My annotations throughout the essay, “The Hawk,” were fairly strong but lacked organization. When I used the brief annotation guide to label my notes, it made it much easier to answer reading response questions later. For example, instead of just noting, “me too!” when I found a connection with Doyle’s essay, I specified my text to self connections in Maria Konnikova’s essay, “The Limits of Friendship.”

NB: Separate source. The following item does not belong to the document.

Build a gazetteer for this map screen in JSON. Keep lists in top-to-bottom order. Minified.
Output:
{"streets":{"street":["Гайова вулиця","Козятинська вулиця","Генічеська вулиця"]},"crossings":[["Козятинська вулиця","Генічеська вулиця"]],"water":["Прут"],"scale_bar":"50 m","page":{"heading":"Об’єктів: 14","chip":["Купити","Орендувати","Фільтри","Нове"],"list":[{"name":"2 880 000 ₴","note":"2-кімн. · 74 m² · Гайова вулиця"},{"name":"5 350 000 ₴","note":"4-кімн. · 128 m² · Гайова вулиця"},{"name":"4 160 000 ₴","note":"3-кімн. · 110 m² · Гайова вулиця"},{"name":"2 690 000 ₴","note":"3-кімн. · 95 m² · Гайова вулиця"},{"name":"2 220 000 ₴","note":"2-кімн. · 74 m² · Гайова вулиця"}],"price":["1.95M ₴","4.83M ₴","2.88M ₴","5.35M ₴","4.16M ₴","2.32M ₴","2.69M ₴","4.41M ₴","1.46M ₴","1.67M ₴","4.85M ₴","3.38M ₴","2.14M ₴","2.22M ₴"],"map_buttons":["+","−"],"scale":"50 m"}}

The green highlighted sentences are the ones that resonated with me regarding how the constant influence of technology will impact children throughout their youth into adulthood. I mark this text to self connection with “ER” and note that this issue directly applies to my future career in the education field. I will continuously face the challenges of teaching in a world filled with social media, artificial intelligence, and limited face to face social interactions, as Konnikova touches on in her last paragraph. Similarly, when Konnikova explained the idea that our five closest people can shift over time, I labeled a star and text to self connection too. I have seen my closest five people drift in and out of my life, especially when changing hockey teams and transferring high schools my junior year.
A huge credit to my literary and writing improvements thus far goes to “They Say I Say” by Gerlad Graff and Cathy Birkenstein. I realize that there is power in introducing someone else’s ideas to situate and strengthen my own point. My Barclay paragraph practice felt like a strong start to using multiple source integrations in one paragraph and then stating my point afterwards.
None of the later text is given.